February 4, 2018

Baseball Modeling Three Ways

The Challenge

My fantasy football league had a fun way to determine our draft order: the person who most accurately guesses the amount of runs scored in all seventeen MLB games on Saturday, September 2nd gets to choose their draft position. The worse your guess, the worse your draft position. We had a wide variety of techniques from total guessing to some statistical modeling, and I thought this would be a good chance to think of each of these modeling practices.

The Data

I think baseball barely edges out bowling and darts in entertainment value. The data availability in baseball, however, is awesome! Retrosheets provides game logs in csv format for every game since 1871, and we’re able to import this into R pretty easily. The csv provides no column names, but there is a pretty good data dictionary that tells you what field is what.

In this step, we’ll the data and separate it into two samples: training_game_log is the record of all games before September 2nd in the 2017 season and validation_game_log is the record of the games on September 2nd 2017.

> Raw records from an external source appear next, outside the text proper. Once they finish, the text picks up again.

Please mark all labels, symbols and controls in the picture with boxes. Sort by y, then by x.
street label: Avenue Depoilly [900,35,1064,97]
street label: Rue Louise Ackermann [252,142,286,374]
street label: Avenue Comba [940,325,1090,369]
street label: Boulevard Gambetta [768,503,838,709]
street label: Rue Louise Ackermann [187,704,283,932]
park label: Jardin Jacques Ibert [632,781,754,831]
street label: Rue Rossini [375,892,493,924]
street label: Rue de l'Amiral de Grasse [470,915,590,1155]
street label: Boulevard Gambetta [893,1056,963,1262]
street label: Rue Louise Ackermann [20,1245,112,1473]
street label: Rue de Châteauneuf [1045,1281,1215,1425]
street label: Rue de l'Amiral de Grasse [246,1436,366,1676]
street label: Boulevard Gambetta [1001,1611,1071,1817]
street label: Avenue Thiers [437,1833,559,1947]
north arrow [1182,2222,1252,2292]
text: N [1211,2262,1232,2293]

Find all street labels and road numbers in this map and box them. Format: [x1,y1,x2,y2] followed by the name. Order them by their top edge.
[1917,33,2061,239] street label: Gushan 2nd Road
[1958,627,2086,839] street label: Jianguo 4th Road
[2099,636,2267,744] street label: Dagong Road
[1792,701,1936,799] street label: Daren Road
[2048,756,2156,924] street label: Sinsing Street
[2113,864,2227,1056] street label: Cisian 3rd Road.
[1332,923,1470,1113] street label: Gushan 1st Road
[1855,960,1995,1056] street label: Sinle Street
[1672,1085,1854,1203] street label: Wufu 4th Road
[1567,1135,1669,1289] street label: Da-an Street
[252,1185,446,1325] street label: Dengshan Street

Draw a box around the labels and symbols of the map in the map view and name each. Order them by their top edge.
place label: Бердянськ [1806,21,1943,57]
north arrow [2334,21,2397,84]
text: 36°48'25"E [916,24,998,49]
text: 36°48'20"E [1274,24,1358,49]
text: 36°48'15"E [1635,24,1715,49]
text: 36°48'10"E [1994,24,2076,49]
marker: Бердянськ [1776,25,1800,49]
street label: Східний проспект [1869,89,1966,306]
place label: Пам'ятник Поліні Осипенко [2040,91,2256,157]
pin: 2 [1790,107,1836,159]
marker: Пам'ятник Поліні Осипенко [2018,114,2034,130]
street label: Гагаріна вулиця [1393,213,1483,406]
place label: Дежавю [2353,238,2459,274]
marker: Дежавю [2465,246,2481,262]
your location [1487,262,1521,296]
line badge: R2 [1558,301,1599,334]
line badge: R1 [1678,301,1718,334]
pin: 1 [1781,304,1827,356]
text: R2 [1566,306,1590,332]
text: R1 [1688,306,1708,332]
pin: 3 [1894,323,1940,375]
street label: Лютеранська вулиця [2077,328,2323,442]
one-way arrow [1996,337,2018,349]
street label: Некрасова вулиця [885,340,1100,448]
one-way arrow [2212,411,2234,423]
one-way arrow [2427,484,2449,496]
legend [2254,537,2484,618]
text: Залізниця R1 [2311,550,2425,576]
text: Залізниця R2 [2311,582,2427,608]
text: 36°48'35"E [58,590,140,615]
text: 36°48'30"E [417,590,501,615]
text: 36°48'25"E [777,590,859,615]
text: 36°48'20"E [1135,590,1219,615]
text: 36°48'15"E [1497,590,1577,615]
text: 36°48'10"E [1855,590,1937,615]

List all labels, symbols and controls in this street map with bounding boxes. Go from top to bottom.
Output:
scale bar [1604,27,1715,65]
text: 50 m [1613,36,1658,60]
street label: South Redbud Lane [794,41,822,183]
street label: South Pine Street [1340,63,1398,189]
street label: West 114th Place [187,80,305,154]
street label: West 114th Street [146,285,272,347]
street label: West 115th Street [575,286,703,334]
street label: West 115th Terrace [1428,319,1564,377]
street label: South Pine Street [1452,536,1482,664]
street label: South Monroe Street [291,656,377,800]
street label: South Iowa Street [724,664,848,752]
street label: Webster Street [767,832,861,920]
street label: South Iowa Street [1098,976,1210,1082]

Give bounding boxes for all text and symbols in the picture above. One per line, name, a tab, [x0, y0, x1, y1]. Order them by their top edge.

game_log_raw <- read.csv(url("https://raw.githubusercontent.com/andrewnguyen42/raw-data/master/GL2017.TXT"), header = F)

game_log <- game_log_raw %>% 
  rename(date = V1
         ,visiting_team = V4
         ,home_team = V7
         ,visiting_score = V10
         ,home_score = V11
         ,visiting_team_earned_runs = V41
         ,home_team_earned_runs = V69
         ,outs_played = V12)%>%
  select(date
         ,visiting_team
         ,home_team
         ,visiting_score
         ,home_score
         ,visiting_team_earned_runs
         ,home_team_earned_runs
         ,outs_played) %>%
  mutate(date = ymd(date)
         ,total_score = visiting_score + home_score)

training_game_log <- game_log %>% filter(date < ymd('2017/09/02'))
validation_game_log <- game_log %>% filter(date == ymd('2017/09/02'))

Model 1: Simple Averages

The first model is really easy. We’ll simply take the average number of runs per game, and then multiply it by the number of games on September 2nd (17).

And yes, this is a totally valid model. Models may be as simple as just guessing the average!

avg_total_score <- training_game_log %>% .$total_score %>% mean
guess_runs <- avg_total_score * nrow(validation_game_log)
actual_runs <- validation_game_log$total_score %>% sum

The actual value is 183 while we guessed 158.2249. In a vacuum, this seems like an okay guess. The games we were interested in, the scoring average was 10.7647 so our average 1.4574 too low for every game.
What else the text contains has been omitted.